In the current study, published today in Aberystwyth Nature, Dr. Chen to another immune system path that contains the NLRP3 protein, which is key in the cell assembly of the complex of the multiprotein of the inflammasome name. In response to many harmful agents that range from toxins to cholesterol crystals, inflammasome triggers the path for inflammatory cell death, or pyroptosis of the Greek word pyro, It's a fire. Inflammatically also increases the body's production of immune system substances, such as interleukins, that support is the body's immune response.

In addition, the NLRP3 protein undermines inflammation in a group of automlammal diseases known as cryopyrin-related periodic syndromes (CAPS), which include cold family anomylamidal syndrome (FCAS), gout, and form of meningitis -sell associated with Alzheimer's disease.

"A longstanding question in this area is how NLRP3 can be implemented by many different agents that do not appear to share any chemical or structural similarities," said Dr. Chen, Howard Hughes Medical Institute Researcher, holds the George L. MacGregor Miscellaneous Chair in Biomedical Science as well as a University Certificate for Host Protection Genetics in UT South West England. "These findings provide a new path for the development of therapeutics targeting the NLRP3 path for the treatment of inflammatory diseases."

Through a combination of biochemical methods, imaging, and genetic approaches, Dr. Chen and postdoctoral researcher Dr. Jueqi Chen, the lead leader of the study and no relationship, an unknown structural change of the previous in the cells.
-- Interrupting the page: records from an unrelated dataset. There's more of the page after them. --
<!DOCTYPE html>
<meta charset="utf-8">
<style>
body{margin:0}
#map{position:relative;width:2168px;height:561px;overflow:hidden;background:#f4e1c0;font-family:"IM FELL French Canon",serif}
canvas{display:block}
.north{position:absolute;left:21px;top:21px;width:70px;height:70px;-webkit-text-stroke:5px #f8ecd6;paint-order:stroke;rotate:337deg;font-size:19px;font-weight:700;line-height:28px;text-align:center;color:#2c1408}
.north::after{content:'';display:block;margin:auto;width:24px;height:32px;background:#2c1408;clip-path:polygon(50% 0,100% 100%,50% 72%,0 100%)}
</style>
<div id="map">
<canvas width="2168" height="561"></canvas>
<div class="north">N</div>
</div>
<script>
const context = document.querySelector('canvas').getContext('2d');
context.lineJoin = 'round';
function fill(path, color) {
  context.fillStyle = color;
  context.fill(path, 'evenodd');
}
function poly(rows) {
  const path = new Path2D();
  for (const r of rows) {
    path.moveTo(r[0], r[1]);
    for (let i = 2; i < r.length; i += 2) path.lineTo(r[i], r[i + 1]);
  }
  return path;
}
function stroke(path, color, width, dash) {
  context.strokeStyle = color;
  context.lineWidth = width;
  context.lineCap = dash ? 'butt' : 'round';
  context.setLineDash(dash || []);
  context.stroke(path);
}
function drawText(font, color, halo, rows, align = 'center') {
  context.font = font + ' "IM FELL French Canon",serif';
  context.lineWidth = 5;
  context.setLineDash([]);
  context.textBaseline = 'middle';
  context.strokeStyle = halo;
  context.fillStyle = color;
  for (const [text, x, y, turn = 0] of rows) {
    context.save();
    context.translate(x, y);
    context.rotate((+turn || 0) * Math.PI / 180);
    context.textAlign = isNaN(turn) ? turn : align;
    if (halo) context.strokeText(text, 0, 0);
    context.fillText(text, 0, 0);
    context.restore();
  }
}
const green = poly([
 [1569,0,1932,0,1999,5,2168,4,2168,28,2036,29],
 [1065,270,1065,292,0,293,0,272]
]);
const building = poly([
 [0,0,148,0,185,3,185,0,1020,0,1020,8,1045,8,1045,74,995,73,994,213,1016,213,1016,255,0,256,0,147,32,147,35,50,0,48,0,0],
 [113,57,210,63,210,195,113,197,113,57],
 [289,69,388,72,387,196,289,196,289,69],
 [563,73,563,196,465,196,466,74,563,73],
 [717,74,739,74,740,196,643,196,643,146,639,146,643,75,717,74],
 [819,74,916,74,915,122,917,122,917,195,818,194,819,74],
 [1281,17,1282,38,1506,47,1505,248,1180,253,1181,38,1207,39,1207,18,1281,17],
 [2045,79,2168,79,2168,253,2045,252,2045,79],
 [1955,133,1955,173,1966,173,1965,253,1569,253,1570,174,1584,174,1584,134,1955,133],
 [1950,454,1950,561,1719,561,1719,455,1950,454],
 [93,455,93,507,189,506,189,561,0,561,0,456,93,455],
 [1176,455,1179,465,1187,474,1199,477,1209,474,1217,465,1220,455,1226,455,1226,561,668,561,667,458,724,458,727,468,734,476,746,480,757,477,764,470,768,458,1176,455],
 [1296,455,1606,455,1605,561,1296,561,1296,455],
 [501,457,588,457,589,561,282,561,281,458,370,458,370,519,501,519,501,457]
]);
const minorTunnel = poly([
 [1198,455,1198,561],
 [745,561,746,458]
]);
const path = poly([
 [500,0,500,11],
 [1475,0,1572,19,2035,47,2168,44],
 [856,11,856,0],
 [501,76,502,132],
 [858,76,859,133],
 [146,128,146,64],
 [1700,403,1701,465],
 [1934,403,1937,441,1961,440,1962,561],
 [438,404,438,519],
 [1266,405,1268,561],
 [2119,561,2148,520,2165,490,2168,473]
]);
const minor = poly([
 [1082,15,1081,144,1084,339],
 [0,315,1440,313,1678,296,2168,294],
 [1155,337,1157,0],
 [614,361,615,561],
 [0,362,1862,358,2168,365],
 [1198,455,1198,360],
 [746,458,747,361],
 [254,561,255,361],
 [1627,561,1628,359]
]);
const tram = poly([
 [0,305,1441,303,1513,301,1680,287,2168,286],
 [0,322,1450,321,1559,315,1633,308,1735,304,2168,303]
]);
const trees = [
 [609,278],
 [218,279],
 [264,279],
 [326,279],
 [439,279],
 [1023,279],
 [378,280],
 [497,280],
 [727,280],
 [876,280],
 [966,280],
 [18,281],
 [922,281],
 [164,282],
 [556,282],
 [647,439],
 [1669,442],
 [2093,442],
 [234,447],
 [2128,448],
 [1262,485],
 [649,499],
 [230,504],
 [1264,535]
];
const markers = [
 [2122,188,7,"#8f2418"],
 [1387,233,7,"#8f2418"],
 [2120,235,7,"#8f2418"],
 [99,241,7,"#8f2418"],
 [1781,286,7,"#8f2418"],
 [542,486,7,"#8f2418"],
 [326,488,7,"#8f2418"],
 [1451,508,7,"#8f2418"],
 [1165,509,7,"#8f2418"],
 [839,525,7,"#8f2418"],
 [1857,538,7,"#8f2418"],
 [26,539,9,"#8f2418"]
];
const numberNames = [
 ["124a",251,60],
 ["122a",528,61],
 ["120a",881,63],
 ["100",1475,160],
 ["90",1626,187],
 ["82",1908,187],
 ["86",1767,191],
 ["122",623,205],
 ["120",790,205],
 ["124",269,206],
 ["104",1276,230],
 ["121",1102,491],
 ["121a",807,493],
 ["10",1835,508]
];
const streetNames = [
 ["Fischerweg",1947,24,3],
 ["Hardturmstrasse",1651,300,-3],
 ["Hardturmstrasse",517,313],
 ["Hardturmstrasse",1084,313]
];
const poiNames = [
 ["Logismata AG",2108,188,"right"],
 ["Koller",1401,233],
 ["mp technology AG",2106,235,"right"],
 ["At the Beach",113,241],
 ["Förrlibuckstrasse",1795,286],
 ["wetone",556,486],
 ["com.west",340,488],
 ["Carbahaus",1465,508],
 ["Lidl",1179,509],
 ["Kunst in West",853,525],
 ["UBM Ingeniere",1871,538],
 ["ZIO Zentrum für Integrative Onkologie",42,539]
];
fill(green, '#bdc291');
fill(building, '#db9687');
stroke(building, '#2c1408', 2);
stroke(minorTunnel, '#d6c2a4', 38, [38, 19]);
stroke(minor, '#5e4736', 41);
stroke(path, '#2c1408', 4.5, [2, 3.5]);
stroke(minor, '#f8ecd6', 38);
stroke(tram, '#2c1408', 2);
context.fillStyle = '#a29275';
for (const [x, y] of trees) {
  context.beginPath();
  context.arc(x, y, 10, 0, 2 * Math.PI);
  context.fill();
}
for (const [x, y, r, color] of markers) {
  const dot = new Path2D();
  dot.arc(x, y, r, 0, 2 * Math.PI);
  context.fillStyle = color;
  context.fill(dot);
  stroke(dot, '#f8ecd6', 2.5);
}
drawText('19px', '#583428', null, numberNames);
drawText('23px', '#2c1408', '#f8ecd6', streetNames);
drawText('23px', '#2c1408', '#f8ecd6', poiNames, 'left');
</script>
It has been found that various stimuli all cause the organelle cell of a cross-Golgi network (TGN) to cut off into large bills, or liquid full sacks. These packages contain a special lipid component (PI4P) that binds a specific region of NLRP3. This obligation triggers a series of events that lead to activation of the inflammasome.

"The NLRP3 is inflammasome unique because a great deal of stimuli can be triggered," said Dr. Chen. "This study finds that, instead of recognizing the harmful agents directly, NLRP3 inflammasome detects structural change caused by a range of different agents that cause cell damage. In fact, activation NLRP3 is a reminder of a guard model that plants use to combat various threats by monitoring the changing targets that have been changed, the pathogen-called pathogen-based approach.

"By linking Golgi's conveyancing conveyancing network bikes as self-change, NLRP3 indirectly detects a large variety of pathogen-related and dangerous-related mechanics.